*What the task requires*:
Among the entries that follow, the required portion opens with the line containing "c.stroke(path);" and closes with the line containing "M 546,774 L 556,781 L 514,838 L 504,831 Z". Give that portion again exactly, and nothing else.

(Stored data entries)

*** Begin section ***

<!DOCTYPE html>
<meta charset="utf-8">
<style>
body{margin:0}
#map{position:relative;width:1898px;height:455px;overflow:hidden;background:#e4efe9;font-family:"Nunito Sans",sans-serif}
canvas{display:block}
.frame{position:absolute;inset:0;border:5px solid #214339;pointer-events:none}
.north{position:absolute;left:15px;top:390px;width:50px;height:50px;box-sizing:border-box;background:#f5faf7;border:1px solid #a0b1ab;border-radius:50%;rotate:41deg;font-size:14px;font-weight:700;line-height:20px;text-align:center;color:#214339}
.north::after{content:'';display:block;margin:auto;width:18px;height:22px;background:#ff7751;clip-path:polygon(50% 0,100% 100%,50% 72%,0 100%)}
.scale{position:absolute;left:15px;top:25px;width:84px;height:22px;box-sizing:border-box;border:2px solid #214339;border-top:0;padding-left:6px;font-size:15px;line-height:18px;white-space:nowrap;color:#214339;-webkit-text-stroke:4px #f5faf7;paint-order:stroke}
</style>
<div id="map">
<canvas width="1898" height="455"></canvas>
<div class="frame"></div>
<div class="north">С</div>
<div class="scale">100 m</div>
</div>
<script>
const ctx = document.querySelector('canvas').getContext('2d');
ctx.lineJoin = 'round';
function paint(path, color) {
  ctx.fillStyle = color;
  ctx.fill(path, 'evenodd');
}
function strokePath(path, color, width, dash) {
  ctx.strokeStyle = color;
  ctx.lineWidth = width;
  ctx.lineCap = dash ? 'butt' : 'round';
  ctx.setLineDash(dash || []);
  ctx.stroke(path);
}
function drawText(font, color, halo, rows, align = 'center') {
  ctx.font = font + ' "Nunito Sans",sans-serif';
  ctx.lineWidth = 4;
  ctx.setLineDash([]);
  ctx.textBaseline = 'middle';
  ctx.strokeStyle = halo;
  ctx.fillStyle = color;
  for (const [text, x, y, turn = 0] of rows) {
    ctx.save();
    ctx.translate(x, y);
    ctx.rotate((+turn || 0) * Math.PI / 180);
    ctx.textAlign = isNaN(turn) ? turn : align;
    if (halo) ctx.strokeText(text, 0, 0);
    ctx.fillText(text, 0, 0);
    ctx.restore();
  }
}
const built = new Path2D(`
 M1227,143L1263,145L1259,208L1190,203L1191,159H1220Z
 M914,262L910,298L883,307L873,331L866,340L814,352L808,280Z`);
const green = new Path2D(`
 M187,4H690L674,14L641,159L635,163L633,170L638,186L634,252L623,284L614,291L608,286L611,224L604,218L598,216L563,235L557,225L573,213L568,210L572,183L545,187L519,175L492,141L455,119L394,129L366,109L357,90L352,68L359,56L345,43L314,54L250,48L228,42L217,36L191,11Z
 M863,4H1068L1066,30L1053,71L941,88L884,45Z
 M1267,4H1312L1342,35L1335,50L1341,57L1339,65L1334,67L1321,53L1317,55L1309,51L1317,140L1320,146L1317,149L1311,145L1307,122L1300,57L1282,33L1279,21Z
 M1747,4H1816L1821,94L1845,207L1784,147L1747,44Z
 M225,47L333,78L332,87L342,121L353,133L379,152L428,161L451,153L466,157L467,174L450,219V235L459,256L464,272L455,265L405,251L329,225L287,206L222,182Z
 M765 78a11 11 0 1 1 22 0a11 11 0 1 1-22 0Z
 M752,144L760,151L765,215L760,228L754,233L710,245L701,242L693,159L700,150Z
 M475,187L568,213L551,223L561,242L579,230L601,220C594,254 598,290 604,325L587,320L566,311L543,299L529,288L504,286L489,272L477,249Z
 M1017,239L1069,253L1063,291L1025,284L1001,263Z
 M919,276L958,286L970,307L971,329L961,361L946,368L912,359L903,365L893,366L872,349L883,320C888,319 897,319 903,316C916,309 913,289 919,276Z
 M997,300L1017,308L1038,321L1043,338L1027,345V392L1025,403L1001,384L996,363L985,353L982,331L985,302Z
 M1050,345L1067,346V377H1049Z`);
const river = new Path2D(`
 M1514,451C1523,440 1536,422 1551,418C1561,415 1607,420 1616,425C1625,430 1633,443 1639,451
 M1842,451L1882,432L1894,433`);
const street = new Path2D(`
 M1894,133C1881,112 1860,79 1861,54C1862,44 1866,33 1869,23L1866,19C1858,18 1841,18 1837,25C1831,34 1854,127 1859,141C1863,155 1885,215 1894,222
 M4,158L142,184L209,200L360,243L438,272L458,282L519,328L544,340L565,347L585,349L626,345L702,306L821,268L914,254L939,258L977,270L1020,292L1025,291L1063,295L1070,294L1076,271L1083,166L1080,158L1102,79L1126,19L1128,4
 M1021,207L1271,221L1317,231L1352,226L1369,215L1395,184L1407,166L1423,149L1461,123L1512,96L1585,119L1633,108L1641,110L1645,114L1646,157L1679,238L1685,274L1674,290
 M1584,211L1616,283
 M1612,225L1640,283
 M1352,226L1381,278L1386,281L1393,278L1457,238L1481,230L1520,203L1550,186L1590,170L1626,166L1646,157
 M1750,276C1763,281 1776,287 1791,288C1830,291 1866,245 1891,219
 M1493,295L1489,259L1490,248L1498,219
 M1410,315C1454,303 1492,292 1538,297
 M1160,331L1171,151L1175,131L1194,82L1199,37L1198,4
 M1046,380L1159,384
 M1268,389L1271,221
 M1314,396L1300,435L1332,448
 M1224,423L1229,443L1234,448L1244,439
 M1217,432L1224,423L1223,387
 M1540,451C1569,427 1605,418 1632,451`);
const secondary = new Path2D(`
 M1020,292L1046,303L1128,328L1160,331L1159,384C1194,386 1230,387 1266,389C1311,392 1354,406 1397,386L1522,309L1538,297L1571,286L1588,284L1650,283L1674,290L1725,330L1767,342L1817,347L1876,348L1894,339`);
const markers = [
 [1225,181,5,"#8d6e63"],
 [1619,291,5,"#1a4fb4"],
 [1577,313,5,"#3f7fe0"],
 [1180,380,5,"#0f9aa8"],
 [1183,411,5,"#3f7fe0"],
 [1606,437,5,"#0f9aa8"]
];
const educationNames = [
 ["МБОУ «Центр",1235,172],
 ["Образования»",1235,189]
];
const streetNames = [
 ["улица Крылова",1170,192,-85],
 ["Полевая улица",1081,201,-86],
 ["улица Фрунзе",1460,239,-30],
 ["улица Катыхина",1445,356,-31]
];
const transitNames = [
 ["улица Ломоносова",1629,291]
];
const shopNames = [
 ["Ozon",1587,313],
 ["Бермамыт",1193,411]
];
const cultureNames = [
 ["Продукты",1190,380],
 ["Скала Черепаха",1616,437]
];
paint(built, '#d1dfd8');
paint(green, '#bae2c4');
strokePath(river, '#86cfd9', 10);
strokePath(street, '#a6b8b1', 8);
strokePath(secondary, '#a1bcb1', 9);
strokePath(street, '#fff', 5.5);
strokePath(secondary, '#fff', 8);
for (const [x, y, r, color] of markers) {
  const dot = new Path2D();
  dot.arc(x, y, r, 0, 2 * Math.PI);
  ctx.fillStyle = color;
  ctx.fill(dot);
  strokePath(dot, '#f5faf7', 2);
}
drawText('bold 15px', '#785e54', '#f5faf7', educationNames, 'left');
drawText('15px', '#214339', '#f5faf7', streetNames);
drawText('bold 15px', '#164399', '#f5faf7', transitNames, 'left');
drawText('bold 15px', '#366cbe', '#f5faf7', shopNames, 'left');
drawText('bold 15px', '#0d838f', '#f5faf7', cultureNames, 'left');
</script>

*** End section ***
*** Begin section ***

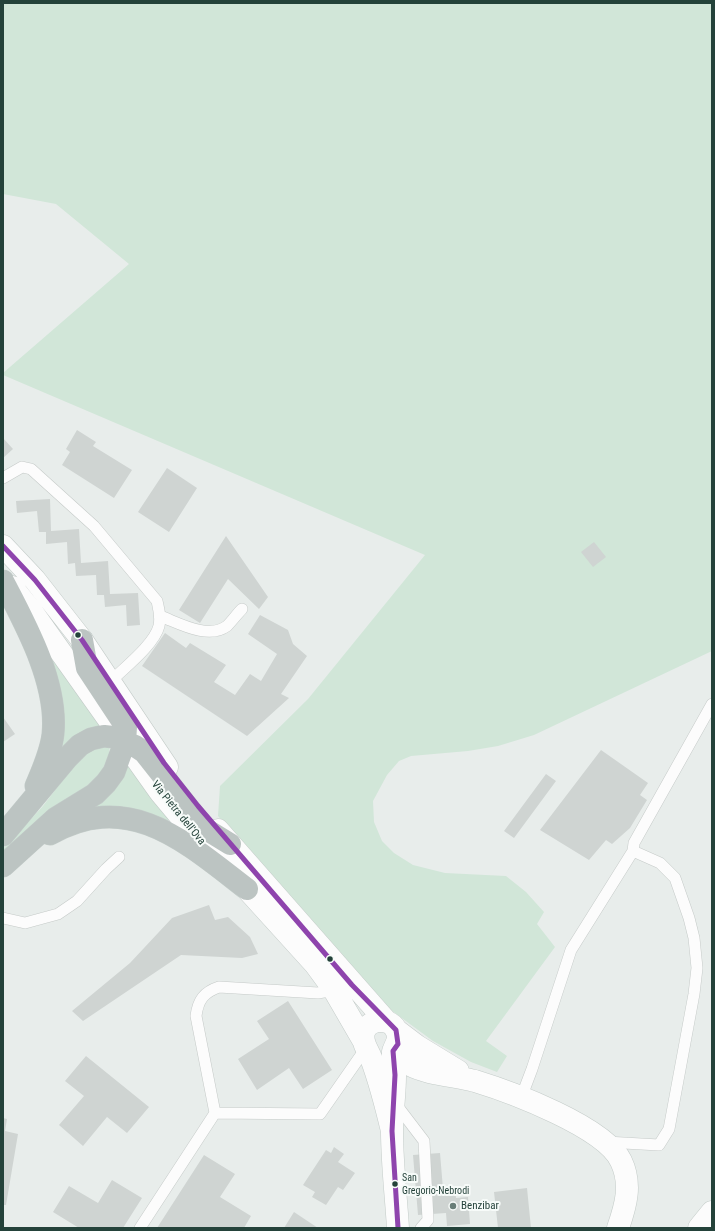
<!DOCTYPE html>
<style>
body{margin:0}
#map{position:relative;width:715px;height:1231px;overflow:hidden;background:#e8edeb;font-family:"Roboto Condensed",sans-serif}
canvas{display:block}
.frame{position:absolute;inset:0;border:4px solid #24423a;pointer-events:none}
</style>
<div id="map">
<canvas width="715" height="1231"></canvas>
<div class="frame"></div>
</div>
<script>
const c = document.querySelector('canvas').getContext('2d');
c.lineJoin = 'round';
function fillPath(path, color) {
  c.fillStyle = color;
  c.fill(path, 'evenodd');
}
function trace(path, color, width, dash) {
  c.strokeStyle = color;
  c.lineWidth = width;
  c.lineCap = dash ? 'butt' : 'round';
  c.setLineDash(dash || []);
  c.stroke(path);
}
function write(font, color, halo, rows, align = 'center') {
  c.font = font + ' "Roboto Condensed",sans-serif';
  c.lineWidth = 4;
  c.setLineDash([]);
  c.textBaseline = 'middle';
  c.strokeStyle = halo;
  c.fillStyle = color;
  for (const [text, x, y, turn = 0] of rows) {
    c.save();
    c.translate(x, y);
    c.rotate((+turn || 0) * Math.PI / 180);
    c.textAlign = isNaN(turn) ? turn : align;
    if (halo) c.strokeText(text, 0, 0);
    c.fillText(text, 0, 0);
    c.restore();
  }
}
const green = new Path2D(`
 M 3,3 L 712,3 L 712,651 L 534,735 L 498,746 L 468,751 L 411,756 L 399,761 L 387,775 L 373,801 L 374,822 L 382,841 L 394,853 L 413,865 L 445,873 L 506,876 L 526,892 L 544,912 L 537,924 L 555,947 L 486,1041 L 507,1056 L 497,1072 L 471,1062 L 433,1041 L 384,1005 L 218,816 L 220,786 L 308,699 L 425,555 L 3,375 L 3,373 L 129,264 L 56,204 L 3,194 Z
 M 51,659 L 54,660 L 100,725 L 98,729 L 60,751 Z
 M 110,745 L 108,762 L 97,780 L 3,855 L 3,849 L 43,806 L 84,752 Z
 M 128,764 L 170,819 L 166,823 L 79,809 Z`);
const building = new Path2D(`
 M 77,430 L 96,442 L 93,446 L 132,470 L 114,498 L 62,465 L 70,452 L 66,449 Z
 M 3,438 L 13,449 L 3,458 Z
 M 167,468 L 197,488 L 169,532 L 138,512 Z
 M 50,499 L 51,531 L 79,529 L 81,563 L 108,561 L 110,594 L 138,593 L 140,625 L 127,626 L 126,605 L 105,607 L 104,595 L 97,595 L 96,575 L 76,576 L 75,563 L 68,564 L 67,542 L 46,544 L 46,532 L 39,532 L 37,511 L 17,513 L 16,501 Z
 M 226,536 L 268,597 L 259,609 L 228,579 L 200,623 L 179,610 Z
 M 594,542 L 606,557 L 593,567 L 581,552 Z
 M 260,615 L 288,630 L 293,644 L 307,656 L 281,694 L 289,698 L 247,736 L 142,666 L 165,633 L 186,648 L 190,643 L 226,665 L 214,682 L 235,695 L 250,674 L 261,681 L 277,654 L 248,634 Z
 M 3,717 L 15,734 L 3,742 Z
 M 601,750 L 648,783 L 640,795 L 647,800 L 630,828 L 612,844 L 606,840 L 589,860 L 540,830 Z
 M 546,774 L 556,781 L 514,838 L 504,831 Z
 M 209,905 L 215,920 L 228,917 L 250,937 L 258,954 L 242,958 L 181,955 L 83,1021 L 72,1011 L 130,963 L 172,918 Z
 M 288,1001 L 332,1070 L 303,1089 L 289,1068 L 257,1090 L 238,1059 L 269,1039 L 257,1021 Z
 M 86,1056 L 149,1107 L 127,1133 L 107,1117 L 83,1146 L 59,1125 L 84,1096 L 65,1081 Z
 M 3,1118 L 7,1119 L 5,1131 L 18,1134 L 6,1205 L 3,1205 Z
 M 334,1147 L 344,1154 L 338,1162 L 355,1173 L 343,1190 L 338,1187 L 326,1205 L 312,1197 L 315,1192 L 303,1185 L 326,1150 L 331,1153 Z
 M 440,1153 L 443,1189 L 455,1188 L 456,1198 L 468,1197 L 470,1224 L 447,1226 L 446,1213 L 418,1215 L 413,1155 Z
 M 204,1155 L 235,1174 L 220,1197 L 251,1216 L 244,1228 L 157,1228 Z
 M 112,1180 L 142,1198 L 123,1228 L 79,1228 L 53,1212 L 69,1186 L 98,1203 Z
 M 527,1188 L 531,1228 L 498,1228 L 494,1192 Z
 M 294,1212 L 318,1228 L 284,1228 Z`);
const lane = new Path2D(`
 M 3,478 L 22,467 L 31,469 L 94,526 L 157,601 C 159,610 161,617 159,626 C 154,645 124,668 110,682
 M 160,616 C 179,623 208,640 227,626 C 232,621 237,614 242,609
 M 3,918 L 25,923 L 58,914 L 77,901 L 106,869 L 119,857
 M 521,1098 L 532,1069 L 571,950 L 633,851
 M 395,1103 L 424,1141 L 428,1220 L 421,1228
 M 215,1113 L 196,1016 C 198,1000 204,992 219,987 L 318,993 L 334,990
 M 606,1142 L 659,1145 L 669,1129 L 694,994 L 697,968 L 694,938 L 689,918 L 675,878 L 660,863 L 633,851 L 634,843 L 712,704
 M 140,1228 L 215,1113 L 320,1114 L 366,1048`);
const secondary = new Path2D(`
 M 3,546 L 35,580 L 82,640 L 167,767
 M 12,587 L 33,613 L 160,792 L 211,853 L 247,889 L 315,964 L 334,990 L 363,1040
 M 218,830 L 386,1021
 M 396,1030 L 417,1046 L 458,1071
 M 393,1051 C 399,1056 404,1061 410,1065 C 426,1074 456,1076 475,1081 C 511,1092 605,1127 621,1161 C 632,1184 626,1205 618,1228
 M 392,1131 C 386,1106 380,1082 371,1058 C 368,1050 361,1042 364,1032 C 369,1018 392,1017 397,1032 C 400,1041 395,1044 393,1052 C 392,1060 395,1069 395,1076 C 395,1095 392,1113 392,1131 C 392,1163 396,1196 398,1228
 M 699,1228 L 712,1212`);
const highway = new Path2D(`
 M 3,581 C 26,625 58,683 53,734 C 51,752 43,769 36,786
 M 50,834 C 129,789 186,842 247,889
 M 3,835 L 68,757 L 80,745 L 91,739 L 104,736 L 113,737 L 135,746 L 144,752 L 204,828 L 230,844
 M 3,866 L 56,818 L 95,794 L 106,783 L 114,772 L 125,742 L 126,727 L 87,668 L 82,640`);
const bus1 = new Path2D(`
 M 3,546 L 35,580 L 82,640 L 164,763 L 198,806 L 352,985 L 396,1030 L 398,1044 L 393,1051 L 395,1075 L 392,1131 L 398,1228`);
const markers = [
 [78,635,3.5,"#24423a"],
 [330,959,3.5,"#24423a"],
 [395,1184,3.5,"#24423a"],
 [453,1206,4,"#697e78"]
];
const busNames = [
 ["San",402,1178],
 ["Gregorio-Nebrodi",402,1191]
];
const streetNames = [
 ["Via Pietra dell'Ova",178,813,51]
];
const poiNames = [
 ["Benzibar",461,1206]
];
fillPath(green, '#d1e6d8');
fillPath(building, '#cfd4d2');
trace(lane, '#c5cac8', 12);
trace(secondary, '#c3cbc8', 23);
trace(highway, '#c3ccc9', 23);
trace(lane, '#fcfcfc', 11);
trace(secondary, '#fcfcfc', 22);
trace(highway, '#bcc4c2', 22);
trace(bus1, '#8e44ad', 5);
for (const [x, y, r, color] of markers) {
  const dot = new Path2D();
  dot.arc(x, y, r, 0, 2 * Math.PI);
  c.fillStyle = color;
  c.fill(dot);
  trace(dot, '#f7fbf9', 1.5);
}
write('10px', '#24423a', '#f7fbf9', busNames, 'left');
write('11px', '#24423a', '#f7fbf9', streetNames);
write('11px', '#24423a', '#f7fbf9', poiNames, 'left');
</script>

*** End section ***

*Result of the exercise*:
  c.stroke(path);
}
function write(font, color, halo, rows, align = 'center') {
  c.font = font + ' "Roboto Condensed",sans-serif';
  c.lineWidth = 4;
  c.setLineDash([]);
  c.textBaseline = 'middle';
  c.strokeStyle = halo;
  c.fillStyle = color;
  for (const [text, x, y, turn = 0] of rows) {
    c.save();
    c.translate(x, y);
    c.rotate((+turn || 0) * Math.PI / 180);
    c.textAlign = isNaN(turn) ? turn : align;
    if (halo) c.strokeText(text, 0, 0);
    c.fillText(text, 0, 0);
    c.restore();
  }
}
const green = new Path2D(`
 M 3,3 L 712,3 L 712,651 L 534,735 L 498,746 L 468,751 L 411,756 L 399,761 L 387,775 L 373,801 L 374,822 L 382,841 L 394,853 L 413,865 L 445,873 L 506,876 L 526,892 L 544,912 L 537,924 L 555,947 L 486,1041 L 507,1056 L 497,1072 L 471,1062 L 433,1041 L 384,1005 L 218,816 L 220,786 L 308,699 L 425,555 L 3,375 L 3,373 L 129,264 L 56,204 L 3,194 Z
 M 51,659 L 54,660 L 100,725 L 98,729 L 60,751 Z
 M 110,745 L 108,762 L 97,780 L 3,855 L 3,849 L 43,806 L 84,752 Z
 M 128,764 L 170,819 L 166,823 L 79,809 Z`);
const building = new Path2D(`
 M 77,430 L 96,442 L 93,446 L 132,470 L 114,498 L 62,465 L 70,452 L 66,449 Z
 M 3,438 L 13,449 L 3,458 Z
 M 167,468 L 197,488 L 169,532 L 138,512 Z
 M 50,499 L 51,531 L 79,529 L 81,563 L 108,561 L 110,594 L 138,593 L 140,625 L 127,626 L 126,605 L 105,607 L 104,595 L 97,595 L 96,575 L 76,576 L 75,563 L 68,564 L 67,542 L 46,544 L 46,532 L 39,532 L 37,511 L 17,513 L 16,501 Z
 M 226,536 L 268,597 L 259,609 L 228,579 L 200,623 L 179,610 Z
 M 594,542 L 606,557 L 593,567 L 581,552 Z
 M 260,615 L 288,630 L 293,644 L 307,656 L 281,694 L 289,698 L 247,736 L 142,666 L 165,633 L 186,648 L 190,643 L 226,665 L 214,682 L 235,695 L 250,674 L 261,681 L 277,654 L 248,634 Z
 M 3,717 L 15,734 L 3,742 Z
 M 601,750 L 648,783 L 640,795 L 647,800 L 630,828 L 612,844 L 606,840 L 589,860 L 540,830 Z
 M 546,774 L 556,781 L 514,838 L 504,831 Z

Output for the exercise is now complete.